Filter these entries down to lines holding "image".

Entries shown:
>>>
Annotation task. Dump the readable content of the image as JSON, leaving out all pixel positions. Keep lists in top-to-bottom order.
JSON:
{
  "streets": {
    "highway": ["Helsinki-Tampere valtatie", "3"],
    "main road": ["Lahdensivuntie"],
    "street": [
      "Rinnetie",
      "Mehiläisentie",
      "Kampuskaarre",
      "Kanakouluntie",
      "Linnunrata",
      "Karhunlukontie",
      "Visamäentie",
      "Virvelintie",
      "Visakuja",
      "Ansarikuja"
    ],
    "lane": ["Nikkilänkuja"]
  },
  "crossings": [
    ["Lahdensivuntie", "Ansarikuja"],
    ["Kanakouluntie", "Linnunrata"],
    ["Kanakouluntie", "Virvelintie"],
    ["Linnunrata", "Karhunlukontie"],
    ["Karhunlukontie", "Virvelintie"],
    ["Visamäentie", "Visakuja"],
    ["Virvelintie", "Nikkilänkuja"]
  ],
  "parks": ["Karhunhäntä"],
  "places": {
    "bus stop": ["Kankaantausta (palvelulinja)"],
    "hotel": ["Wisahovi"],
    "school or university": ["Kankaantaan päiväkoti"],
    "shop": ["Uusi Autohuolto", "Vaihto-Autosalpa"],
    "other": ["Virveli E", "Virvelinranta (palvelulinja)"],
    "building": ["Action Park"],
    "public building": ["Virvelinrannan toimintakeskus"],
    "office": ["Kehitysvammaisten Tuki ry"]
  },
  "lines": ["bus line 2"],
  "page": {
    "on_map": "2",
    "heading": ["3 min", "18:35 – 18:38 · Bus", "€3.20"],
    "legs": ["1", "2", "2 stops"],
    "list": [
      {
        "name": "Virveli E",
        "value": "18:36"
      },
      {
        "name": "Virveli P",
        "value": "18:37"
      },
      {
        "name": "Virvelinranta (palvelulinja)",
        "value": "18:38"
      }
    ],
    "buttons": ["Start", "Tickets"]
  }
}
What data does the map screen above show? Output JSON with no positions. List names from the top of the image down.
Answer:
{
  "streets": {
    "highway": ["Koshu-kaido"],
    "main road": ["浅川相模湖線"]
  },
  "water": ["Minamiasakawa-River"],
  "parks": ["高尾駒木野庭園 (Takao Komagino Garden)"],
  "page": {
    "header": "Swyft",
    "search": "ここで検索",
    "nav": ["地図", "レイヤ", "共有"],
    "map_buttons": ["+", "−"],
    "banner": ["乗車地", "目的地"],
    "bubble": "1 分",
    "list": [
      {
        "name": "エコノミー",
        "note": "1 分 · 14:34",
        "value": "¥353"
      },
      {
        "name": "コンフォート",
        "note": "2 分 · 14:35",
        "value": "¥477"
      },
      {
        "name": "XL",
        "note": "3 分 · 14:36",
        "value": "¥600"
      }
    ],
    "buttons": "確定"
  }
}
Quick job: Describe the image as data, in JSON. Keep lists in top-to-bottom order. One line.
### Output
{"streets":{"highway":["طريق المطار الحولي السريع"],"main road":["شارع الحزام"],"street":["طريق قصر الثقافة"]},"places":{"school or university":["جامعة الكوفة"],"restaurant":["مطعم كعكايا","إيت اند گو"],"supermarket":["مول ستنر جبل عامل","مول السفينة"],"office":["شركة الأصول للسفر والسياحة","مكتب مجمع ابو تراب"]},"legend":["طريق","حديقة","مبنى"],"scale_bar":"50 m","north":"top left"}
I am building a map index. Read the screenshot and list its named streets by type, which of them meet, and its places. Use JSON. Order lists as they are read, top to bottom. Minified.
<<<
Task answer:
Annotation task. Dump the readable content of the image as JSON, leaving out all pixel positions. Keep lists in top-to-bottom order.
What data does the map screen above show? Output JSON with no positions. List names from the top of the image down.
Quick job: Describe the image as data, in JSON. Keep lists in top-to-bottom order. One line.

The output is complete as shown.